Warum ist Freiheit so wichtig?

  • Um es noch einmal klar zu stellen: Freiheit bedeutet, "Nein" sagen zu können und dieses "Nein" auch durchsetzen zu können. Freiheit bedeutet nicht das zu tun, wonach einem gerade der Sinn steht. Freiheit bedeutet auch nicht, zwischen vorgegebenen Möglichkeiten wählen zu können.
  • Freiheit ist keine Erscheinungsform der Eitelkeit. Freiheit ist eine Notwendigkeit, damit das komplexe System der Gesellschaft überhaupt funktionsfähig ist. Das gleiche gilt auch für Unternehmen, Familien, Freundeskreise und Partnerschaften.
  • Ich möchte die Funktionsweise von Freiheit an einem Beispiel näher erläutern:
    • Angenommen ich arbeite in einem Projekt mit. In diesem Projekt wirken direkt auch andere Teilnehmer mit. Indirekt wirken noch viel mehr Menschen mit, wenn man die ganzen Zulieferer und Abnehmer betrachtet, aber auch das gesamte soziale Umfeld aller Projektteilnehmer.
    • Betrachte ich nun das Projekt, betrachte ich gleichzeitig alle Unternehmen und alle Menschen, die auf irgendeine weise mit dem Projekt in Wechselwirkung stehen.

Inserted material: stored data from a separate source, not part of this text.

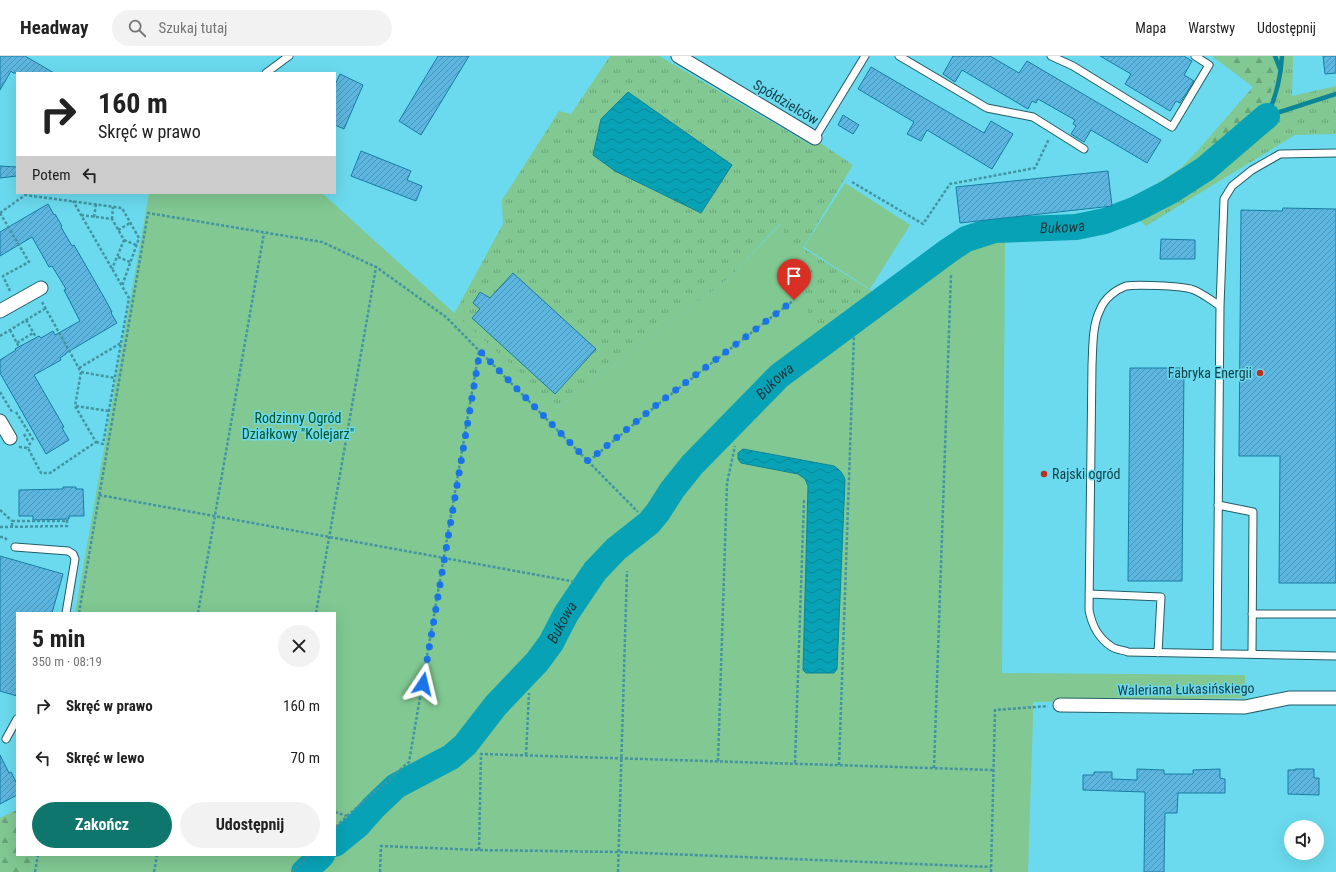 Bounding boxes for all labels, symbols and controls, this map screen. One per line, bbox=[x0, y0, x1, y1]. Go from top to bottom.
search box bbox=[112, 10, 392, 46]
text: Headway bbox=[20, 16, 88, 39]
icon: search bbox=[126, 17, 148, 39]
text: Szukaj tutaj bbox=[158, 19, 227, 37]
text: Mapa bbox=[1135, 20, 1166, 36]
text: Warstwy bbox=[1188, 20, 1235, 36]
text: Udostępnij bbox=[1257, 20, 1316, 36]
street label: Spółdzielców bbox=[750, 76, 822, 128]
text: 160 m bbox=[98, 87, 168, 120]
icon: right bbox=[32, 88, 84, 140]
text: Skręć w prawo bbox=[98, 121, 201, 142]
icon: left bbox=[79, 164, 101, 186]
text: Potem bbox=[32, 166, 71, 184]
water label: Bukowa bbox=[1039, 216, 1087, 237]
pin bbox=[777, 259, 811, 300]
icon: arrive bbox=[783, 265, 805, 287]
water label: Bukowa bbox=[752, 359, 798, 403]
place label: Fabryka Energii bbox=[1168, 365, 1252, 381]
marker: Fabryka Energii bbox=[1255, 368, 1265, 378]
park label: Rodzinny Ogród Działkowy "Kolejarz" bbox=[242, 410, 354, 442]
place label: Rajski ogród bbox=[1052, 466, 1120, 482]
marker: Rajski ogród bbox=[1039, 469, 1049, 479]
water label: Bukowa bbox=[543, 598, 581, 646]
text: 5 min bbox=[32, 625, 85, 653]
button: close bbox=[278, 625, 320, 667]
text: 350 m · 08:19 bbox=[32, 654, 102, 669]
position arrow bbox=[402, 663, 444, 705]
street label: Waleriana Łukasińskiego bbox=[1117, 680, 1255, 698]
icon: right bbox=[32, 695, 54, 717]
text: Skręć w prawo bbox=[66, 697, 153, 715]
text: 160 m bbox=[283, 697, 320, 715]
icon: left bbox=[32, 747, 54, 769]
text: Skręć w lewo bbox=[66, 749, 145, 767]
text: 70 m bbox=[290, 749, 320, 767]
button: Zakończ bbox=[32, 802, 172, 848]
button: Udostępnij bbox=[180, 802, 320, 848]
map controls bbox=[1284, 820, 1324, 860]
button: sound bbox=[1284, 820, 1324, 860] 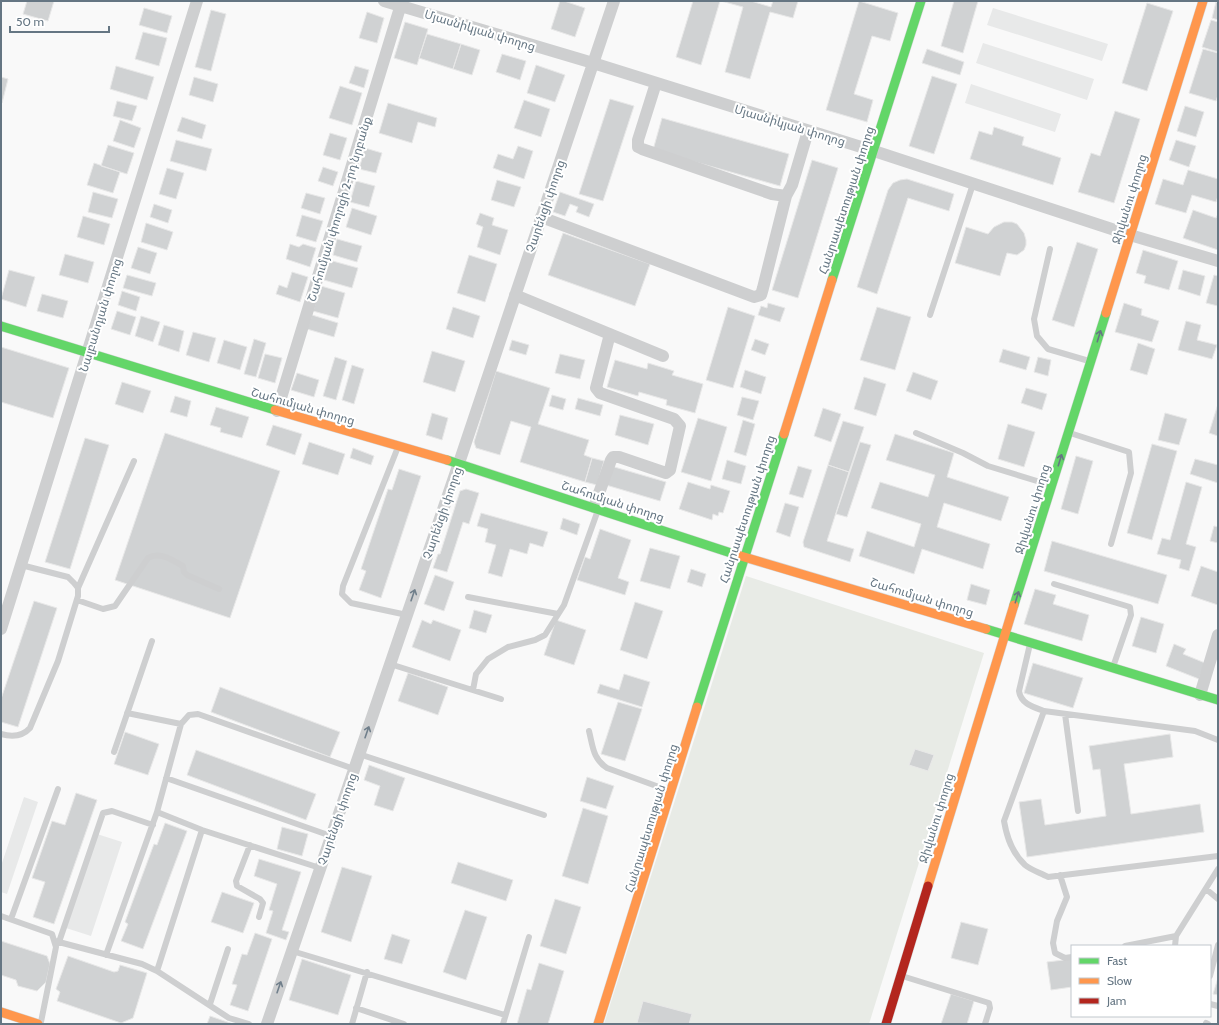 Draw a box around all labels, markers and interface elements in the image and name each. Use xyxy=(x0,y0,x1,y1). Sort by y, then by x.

Gehe ich den Gedanken weiter, so betrachte ich im Grunde genommen die ganze Welt.
    • Um das Projekt in seiner gesamten Komplexität zu erfassen, reicht ein einziges menschliches Gehirn nicht aus. Die Gehirne aller Menschen, die mit dem Projekt in Wechselwirkung stehen, erfassen das Projekt vermutlich relativ genau.
    • Wenn ich eine Entscheidung treffe, muss ich das Projekt in seiner Gesamtheit erfassen können. Die Frage ist nun, wie ich es schaffe, dass das Wissen aller Menschen mir für meine Entscheidungen zu Verfügung steht.
    • Durch die Freiheit aller Menschen, die mit dem Projekt in Wechselwirkung stehen, kann ich erreichen, dass mir das Wissen und die Beobachtungen aller Menschen zu Verfügung stehen.
    • Wenn ich eine Entscheidung treffe, wird eine Kette von Wechselwirkungen in Gang gesetzt. Verursacht meine Entscheidung keinen Schaden sonder eher Nutzen, wird sich wahrscheinlich niemand meiner Entscheidung und seiner Auswirkungen verweigern. Entsteht aber irgendwo Schaden und ein Mensch verweigert sich der Auswirkung der Entscheidung, wirkt sich das wiederum auf mich aus. Auf diese Weise erhalte ich Informationen über den Schaden, den meine Entscheidung anrichtet.
    • Verursacht meine Entscheidung Schaden, so liegt es an mir, meine Entscheidung nachzubessern.
  • Wenn ich in meinen Projekten keine Freiheit zulasse, ist das Projekt genau so intelligent wie ich. Meine Intelligenz reicht zwar aus, damit ich weiß, was ich Essen kann und in welche Körperöffnung ich es reinstecken muss, wie ich meinen Körper pflege, wo ich meine Haushaltsgegenstände finde, wo ich gerade bin, wie ich meinen Computer nutze, das war es aber schon. Wenn ich mir das so ansehe frage ich mich: Möchte ich wirklich, das mein Projekt so intelligent ist wie ich?